Exercise details:
Those lines of the data that hold the word "column" are to be copied out.

Material provided:
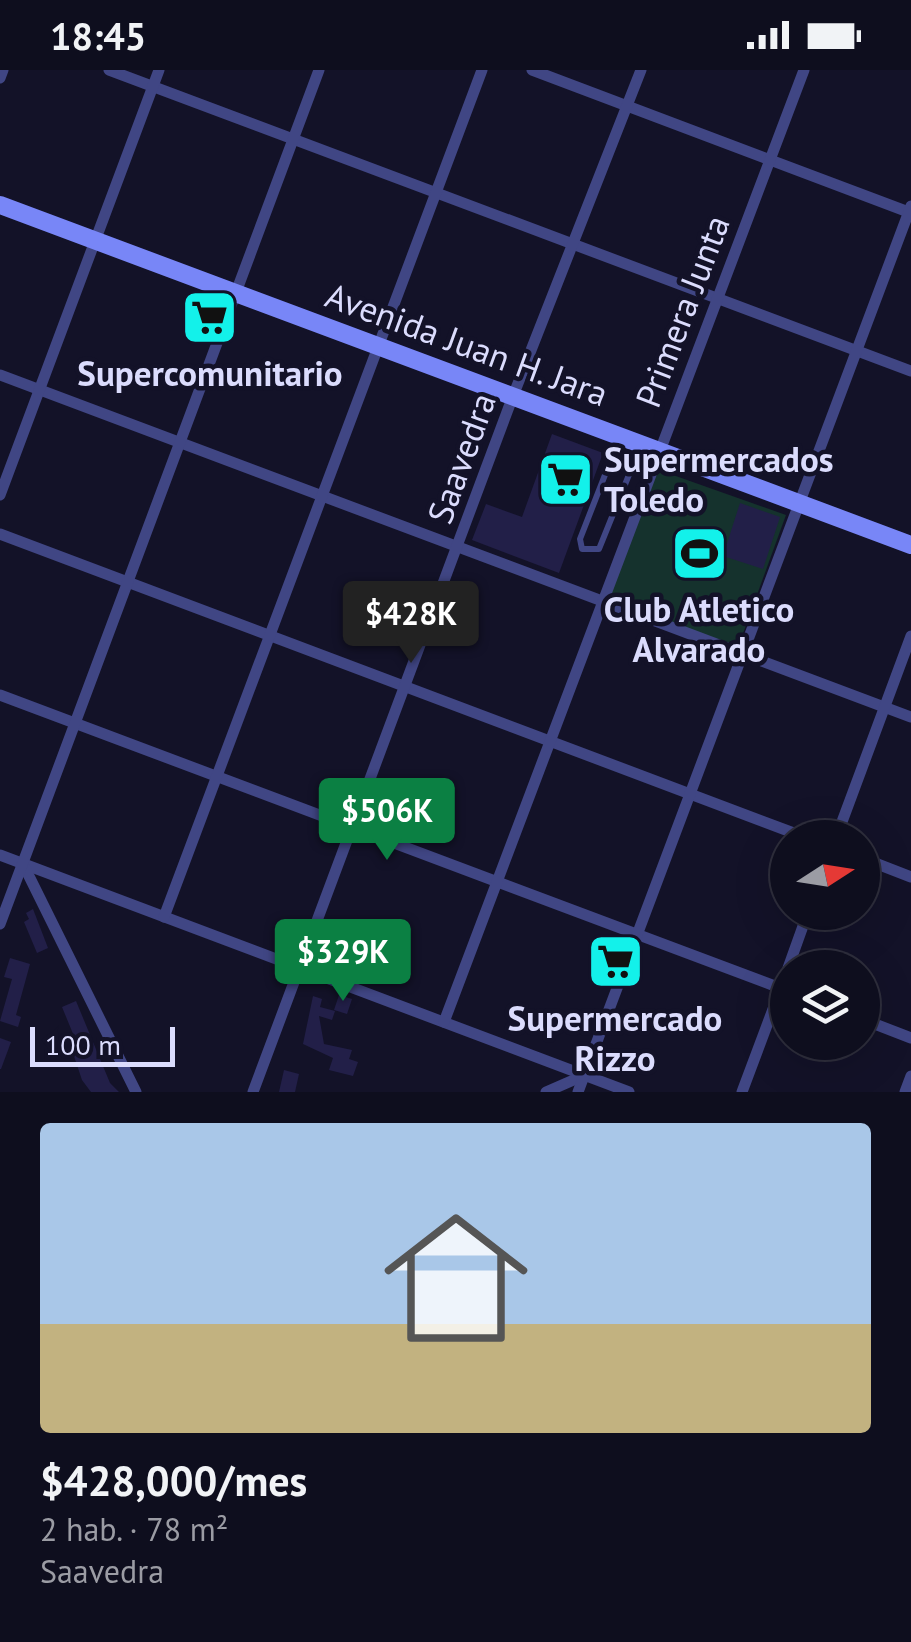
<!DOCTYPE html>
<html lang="es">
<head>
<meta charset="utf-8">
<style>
  :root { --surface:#0e0e1e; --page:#171727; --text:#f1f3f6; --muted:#9b9ca4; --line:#2e2e3c; --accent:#0b8043 }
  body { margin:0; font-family:"PT Sans",sans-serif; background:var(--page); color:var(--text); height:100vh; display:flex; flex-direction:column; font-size:38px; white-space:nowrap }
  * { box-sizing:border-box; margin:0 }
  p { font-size:32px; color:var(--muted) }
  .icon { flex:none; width:55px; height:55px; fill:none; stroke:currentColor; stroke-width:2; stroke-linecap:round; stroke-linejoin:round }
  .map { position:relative; height:1022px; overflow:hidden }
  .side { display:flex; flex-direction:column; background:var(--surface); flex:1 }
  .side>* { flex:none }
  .needle { width:65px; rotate:78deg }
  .buttons { position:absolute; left:770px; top:750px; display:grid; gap:20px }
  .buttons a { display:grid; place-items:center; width:110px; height:110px; border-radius:50%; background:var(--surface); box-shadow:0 10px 40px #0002,0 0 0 2px var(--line); font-size:50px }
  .scale { position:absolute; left:30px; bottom:25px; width:145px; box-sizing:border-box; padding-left:10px; border:5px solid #dbdcfd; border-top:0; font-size:28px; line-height:35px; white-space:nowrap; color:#dbdcfd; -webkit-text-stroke:8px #131228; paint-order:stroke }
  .price { position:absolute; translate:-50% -85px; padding:0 22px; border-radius:10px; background:var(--accent); color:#fff; font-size:32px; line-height:65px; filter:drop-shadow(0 2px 5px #0008) }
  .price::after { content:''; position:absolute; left:50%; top:60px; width:30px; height:22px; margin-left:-15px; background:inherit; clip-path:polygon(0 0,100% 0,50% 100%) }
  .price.selected { background:#222; color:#fff }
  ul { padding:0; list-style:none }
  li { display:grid; align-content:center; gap:20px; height:530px; padding:0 40px }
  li+li { border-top:2px solid var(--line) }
  li span { display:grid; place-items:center; height:310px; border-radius:10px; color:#555 }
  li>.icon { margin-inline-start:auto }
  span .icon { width:180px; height:180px; fill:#fffc; stroke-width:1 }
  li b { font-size:42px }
  .status { display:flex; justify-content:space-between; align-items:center; height:70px; padding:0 50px; background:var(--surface); direction:ltr }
  .status svg { height:28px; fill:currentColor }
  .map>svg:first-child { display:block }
  .green { fill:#15322d }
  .building { fill:#221f48 }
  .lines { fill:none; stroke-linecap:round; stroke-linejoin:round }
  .lane { stroke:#404684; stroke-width:6 }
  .street { stroke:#404684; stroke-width:11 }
  .secondary { stroke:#7886f7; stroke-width:18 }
  .labels { text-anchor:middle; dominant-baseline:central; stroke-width:9; stroke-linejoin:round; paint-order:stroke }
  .street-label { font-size:35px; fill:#dbdcfd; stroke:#131228 }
  .poi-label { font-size:35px; font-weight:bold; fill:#dbdcfd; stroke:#131228 }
</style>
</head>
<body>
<div class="status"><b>18:45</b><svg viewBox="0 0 49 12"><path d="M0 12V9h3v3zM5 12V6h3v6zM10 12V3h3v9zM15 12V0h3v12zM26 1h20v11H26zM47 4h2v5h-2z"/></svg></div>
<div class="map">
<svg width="911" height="1022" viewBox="0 0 911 1022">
  <rect width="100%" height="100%" fill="#131228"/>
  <path class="green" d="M656,399L786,445L737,580L606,531Z"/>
  <g class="building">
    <path d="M552,364L603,383L559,503L472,470L486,434L522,447Z"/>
    <path d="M740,433L780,447L763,499L723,486Z"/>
    <path d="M33,839L48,878L37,883L24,852L29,849L26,843Z"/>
    <path d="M10,888L30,894L16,945L21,947L18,957L0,951L12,909L4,907Z"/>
    <path d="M339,925L352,929L347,944L334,940Z"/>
    <path d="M313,926L322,929L320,937L335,941L332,950L319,946L324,974L352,980L349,989L358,992L353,1006L329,1000L333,988L303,974Z"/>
    <path d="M76,931L110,1013L119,1022H91L82,1010L70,974L76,971L62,937Z"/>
    <path d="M0,968L11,972L1,999H0Z"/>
    <path d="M284,1000L299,1004L295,1022H279Z"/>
  </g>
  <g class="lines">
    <path class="lane" d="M619,369L580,469L582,479H599L641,375"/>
    <g class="street">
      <path d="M109,0L911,301"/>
      <path d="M532,0L911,143"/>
      <path d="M0,8L3,0"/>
      <path d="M0,305L911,647"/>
      <path d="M0,425L159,0"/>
      <path d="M0,464L807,768"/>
      <path d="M0,625L788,921"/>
      <path d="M836,768L911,566"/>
      <path d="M0,785L629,1022"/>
      <path d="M862,788L911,807"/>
      <path d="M23,794L136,1022"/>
      <path d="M164,847L482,0"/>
      <path d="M0,854L319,0"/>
      <path d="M788,898L808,842"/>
      <path d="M862,949L911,968"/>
      <path d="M444,952L804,0"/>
      <path d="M253,1022L513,326L641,0"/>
      <path d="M546,1022L585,1005"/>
      <path d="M578,1022L911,136"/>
      <path d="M742,1022L788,899"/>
      <path d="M905,1022L911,1006"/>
    </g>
    <path class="secondary" d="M0,135L911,475"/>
  </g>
  <defs>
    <symbol id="supermarket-square" viewBox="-11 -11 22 22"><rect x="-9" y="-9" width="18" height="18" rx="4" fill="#13f1ea" stroke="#131228"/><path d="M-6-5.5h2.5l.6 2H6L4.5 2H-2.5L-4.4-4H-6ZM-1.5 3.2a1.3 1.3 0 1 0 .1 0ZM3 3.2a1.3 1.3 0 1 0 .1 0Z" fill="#111"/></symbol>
    <symbol id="stadium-square" viewBox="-11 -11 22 22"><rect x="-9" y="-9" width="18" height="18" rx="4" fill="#13f1ea" stroke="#131228"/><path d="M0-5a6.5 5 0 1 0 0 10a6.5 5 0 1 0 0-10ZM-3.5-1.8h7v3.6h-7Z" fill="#111"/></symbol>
  </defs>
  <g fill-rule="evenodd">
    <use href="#supermarket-square" x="178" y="216" width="63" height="63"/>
    <use href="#supermarket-square" x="534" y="378" width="63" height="63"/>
    <use href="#stadium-square" x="668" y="452" width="63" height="63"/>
    <use href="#supermarket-square" x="584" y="860" width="63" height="63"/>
  </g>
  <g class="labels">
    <g class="street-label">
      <text transform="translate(682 241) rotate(-69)">Primera Junta</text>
      <text transform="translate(467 274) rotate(20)">Avenida Juan H. Jara</text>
      <text transform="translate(461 388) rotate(-70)">Saavedra</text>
    </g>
    <g class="poi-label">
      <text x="210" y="303">Supercomunitario</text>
      <text x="604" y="389" text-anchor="start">Supermercados<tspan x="604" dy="40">Toledo</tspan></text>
      <text x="699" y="539">Club Atletico<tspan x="699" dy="40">Alvarado</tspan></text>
      <text x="615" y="948">Supermercado<tspan x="615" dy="40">Rizzo</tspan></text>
    </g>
  </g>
</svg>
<div class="buttons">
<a><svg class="needle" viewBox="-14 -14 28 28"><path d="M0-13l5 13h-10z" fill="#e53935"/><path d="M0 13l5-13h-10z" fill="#9b9ca4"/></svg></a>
<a><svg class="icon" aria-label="layers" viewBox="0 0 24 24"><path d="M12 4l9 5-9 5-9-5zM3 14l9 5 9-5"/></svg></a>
</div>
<div class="scale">100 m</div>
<b class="price selected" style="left:411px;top:596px">$428K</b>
<b class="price" style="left:387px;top:793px">$506K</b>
<b class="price" style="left:343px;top:934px">$329K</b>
</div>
<section class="side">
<ul>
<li><span style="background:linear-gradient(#a9c7e8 65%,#c2b280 0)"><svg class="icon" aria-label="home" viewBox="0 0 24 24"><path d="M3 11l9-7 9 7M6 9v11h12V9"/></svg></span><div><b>$428,000/mes</b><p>2 hab. · 78 m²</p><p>Saavedra</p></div></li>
</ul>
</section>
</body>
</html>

Answer section:
  body { margin:0; font-family:"PT Sans",sans-serif; background:var(--page); color:var(--text); height:100vh; display:flex; flex-direction:column; font-size:38px; white-space:nowrap }
  .side { display:flex; flex-direction:column; background:var(--surface); flex:1 }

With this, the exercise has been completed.